CSA has not been without the knowledge regarding peak-time call traffic, density of call traffic, tracking etc and these are used in call analysis and CSA. In these reports though the defining stay points captured in the call records add useful evidence such as travel, location, co-location (if relevant), association (if relevant), landmarks, so on and so forth.
Consideration of trip segmentation in the report states ""Trip segmentation: Extract stay points from anonymized CDR data, and divide move/stay segments. Figure 7.4 explains how stay points are extracted by applying parameters and thresholds to CDR data." In this regard the threshold parameters for stay points are specified as 'Minimum Time Duration 15 Minutes' and 'Maximum Distance 300 Meter'. To assist further here is a useful image with data from the ITU Liberia report:
To extrapolate such detail require Trip segmentation, Stay point reallocation, Route interpolation, Grid-based aggregation and Visualization and so on.
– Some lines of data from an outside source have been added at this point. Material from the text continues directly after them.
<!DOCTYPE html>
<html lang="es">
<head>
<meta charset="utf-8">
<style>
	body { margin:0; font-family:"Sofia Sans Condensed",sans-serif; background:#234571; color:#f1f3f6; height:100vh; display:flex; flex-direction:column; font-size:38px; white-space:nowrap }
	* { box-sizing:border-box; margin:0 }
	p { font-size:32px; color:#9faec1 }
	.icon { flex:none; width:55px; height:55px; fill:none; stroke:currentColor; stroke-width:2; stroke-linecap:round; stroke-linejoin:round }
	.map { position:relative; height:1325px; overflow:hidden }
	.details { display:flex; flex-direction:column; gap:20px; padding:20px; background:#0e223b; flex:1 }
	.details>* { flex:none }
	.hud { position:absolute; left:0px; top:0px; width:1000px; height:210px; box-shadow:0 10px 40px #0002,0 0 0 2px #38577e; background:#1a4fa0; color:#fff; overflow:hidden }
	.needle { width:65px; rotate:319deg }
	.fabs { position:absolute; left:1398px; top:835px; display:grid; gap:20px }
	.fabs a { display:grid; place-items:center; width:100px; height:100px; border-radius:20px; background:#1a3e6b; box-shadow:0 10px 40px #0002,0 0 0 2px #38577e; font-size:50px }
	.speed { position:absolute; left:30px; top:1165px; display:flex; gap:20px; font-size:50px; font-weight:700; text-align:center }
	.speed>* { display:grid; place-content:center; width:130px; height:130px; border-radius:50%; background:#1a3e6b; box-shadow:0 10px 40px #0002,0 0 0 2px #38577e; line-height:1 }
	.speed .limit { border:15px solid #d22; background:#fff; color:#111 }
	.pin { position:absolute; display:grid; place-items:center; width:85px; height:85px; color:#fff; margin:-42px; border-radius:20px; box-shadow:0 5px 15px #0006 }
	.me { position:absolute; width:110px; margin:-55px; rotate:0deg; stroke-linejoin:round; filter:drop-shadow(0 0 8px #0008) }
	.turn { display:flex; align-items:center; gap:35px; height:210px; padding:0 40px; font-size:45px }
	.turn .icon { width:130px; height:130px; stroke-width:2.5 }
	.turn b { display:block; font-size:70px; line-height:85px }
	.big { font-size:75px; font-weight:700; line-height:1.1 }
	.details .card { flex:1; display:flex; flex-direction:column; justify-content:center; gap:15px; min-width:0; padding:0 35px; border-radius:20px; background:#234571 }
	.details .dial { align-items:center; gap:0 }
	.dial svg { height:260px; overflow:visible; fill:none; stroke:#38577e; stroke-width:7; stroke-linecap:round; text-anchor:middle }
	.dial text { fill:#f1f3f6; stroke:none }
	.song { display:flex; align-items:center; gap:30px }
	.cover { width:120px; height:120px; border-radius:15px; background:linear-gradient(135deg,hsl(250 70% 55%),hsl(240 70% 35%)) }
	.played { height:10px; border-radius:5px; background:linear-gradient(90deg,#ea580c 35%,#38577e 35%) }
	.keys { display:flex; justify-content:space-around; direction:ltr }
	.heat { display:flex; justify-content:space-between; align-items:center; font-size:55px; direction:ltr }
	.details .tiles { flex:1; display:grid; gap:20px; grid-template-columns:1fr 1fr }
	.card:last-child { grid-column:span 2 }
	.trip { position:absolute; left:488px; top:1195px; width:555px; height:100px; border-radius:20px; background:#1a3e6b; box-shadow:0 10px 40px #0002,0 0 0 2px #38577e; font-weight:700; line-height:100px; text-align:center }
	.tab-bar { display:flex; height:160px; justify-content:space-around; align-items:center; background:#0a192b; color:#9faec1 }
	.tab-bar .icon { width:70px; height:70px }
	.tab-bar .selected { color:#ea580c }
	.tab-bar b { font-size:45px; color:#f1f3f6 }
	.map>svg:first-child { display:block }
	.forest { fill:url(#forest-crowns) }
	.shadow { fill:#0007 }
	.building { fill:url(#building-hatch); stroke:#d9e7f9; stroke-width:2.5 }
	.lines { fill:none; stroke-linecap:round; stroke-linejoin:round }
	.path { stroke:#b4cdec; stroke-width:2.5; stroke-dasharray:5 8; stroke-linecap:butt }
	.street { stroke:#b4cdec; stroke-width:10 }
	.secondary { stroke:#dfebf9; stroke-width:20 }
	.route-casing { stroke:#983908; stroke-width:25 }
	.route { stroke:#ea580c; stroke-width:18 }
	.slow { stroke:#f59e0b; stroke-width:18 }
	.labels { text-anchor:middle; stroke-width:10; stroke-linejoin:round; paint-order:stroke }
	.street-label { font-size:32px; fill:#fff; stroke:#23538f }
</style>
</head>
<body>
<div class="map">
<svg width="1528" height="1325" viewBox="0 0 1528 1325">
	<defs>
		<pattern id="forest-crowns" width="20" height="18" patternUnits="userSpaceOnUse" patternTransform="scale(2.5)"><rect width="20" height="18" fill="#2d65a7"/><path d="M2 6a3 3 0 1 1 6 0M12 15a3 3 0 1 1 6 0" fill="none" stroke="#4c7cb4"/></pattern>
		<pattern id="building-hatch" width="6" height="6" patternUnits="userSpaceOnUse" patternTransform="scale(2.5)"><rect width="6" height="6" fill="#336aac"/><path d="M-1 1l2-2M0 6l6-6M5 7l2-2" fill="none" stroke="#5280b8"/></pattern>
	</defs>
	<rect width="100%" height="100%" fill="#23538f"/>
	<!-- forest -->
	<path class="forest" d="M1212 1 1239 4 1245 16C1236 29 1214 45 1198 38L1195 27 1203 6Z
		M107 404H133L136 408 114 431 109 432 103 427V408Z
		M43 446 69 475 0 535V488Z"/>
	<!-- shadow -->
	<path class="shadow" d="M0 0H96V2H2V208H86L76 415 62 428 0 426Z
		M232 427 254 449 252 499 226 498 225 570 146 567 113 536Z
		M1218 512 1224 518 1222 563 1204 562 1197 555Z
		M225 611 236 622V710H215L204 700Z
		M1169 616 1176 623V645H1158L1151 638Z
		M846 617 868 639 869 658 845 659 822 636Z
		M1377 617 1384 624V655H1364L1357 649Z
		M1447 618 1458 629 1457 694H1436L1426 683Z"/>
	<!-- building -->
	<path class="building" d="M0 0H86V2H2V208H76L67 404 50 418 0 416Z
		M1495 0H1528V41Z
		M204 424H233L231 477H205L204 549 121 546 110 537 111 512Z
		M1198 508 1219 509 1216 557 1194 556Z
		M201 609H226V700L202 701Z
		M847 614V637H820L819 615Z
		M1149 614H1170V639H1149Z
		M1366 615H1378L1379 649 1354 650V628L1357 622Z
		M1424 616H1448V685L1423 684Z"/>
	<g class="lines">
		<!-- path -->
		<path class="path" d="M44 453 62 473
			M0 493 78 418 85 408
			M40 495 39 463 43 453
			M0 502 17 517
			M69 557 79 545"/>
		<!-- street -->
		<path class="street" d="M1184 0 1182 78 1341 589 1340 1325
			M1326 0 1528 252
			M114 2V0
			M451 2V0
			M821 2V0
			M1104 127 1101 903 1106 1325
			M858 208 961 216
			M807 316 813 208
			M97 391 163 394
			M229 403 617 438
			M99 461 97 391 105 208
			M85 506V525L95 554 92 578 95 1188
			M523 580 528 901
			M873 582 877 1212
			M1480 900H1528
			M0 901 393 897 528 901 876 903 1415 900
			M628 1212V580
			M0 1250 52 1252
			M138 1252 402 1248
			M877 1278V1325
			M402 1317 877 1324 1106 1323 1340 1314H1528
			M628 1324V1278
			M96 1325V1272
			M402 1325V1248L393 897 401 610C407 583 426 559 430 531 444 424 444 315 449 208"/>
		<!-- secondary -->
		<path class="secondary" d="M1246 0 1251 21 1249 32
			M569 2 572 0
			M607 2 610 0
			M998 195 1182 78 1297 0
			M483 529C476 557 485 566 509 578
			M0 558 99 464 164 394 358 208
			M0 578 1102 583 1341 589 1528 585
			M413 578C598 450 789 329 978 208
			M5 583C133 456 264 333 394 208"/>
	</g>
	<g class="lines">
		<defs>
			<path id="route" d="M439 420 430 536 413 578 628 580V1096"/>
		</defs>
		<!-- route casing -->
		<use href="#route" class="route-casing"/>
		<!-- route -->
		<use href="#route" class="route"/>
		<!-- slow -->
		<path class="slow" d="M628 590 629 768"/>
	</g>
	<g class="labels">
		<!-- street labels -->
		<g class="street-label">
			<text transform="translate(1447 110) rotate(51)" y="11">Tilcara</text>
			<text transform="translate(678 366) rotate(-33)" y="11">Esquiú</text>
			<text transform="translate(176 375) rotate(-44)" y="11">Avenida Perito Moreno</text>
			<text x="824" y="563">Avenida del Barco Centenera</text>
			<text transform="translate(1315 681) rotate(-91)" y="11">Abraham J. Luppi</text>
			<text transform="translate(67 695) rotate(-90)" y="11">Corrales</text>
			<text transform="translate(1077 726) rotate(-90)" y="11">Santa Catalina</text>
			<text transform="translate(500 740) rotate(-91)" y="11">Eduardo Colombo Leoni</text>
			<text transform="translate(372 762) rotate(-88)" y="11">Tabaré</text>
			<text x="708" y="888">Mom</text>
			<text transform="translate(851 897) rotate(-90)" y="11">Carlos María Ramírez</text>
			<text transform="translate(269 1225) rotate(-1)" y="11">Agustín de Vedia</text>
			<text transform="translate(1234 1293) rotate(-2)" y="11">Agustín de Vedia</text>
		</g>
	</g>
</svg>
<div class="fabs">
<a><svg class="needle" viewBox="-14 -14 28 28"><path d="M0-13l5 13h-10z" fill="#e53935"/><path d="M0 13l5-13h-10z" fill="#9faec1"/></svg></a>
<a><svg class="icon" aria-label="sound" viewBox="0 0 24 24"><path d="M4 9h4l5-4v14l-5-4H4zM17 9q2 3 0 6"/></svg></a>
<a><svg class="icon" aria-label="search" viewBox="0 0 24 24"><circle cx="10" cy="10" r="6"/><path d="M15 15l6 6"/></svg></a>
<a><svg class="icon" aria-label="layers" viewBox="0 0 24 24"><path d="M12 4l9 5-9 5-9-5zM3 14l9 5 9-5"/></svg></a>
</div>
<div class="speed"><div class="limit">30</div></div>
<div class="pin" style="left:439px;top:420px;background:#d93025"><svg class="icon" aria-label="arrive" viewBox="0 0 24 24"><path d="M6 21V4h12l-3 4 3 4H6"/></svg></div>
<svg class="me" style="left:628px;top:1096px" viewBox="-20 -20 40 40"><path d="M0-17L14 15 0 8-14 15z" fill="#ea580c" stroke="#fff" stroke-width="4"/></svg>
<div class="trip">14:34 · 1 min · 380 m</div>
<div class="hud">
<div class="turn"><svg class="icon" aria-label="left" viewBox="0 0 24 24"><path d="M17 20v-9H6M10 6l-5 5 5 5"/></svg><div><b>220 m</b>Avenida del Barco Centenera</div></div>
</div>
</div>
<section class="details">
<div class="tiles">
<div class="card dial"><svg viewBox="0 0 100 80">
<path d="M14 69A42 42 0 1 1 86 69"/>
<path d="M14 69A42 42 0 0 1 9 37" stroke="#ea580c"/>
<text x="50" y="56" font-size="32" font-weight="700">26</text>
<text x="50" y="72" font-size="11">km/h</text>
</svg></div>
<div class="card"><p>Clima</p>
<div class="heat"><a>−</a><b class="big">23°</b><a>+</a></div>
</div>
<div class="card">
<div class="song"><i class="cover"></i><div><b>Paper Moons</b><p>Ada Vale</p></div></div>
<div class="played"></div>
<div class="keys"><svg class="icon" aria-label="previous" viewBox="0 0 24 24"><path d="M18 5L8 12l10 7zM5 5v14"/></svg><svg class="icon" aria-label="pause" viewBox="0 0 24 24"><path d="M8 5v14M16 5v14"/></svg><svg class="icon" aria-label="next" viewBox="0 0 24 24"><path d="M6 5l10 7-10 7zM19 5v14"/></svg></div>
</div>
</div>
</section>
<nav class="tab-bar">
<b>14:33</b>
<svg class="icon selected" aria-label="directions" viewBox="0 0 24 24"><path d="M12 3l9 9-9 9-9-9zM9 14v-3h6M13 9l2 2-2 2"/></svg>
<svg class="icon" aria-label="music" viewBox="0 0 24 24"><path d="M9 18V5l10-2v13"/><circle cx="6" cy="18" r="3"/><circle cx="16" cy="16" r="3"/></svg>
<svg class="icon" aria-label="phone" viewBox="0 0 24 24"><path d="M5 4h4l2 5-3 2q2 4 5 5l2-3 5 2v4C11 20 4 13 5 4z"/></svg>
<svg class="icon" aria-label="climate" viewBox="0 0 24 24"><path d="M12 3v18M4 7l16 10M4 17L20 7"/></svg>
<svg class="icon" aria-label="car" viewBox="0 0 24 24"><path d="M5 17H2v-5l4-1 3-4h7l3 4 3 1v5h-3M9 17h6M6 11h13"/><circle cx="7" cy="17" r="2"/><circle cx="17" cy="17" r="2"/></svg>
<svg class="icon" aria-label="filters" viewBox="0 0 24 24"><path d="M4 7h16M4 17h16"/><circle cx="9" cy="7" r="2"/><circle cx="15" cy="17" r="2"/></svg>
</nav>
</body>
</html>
To dig into the detail to assist interpretation:
"Stay point reallocation: Reallocate stay points (Trip OD) to surrounding points of interest (POIs) with a certain probability and fil gap between stay/move segments. POIs are regarded as surrounding a certain cell tower if they are closer to the cell tower location than to the others (Voronoi tessellation). The reallocation is necessary because CDR location data is based on cell tower location, which means that all users in the same area have the same location. Reallocation can make the distributing of people more realistic or likely because POIs can be considered places where people are likely to stay or visit, such as shopping areas, residential houses, villages, and to which people are reassigned rather than concentrating on cell tower locations. A new dataset of POIs was constructed for this process by collecting data from the distribution of buildings from open access Internet data (see Appendix 2). Figure 7.5 shows how POIs are distributed in a city. Areas in blue indicate building POIs with extracted stay points, where location information originally based on antenna location, are reallocated."
Lastly, the reports published in 2017 discussed relevance to 2G, 3G and 4G.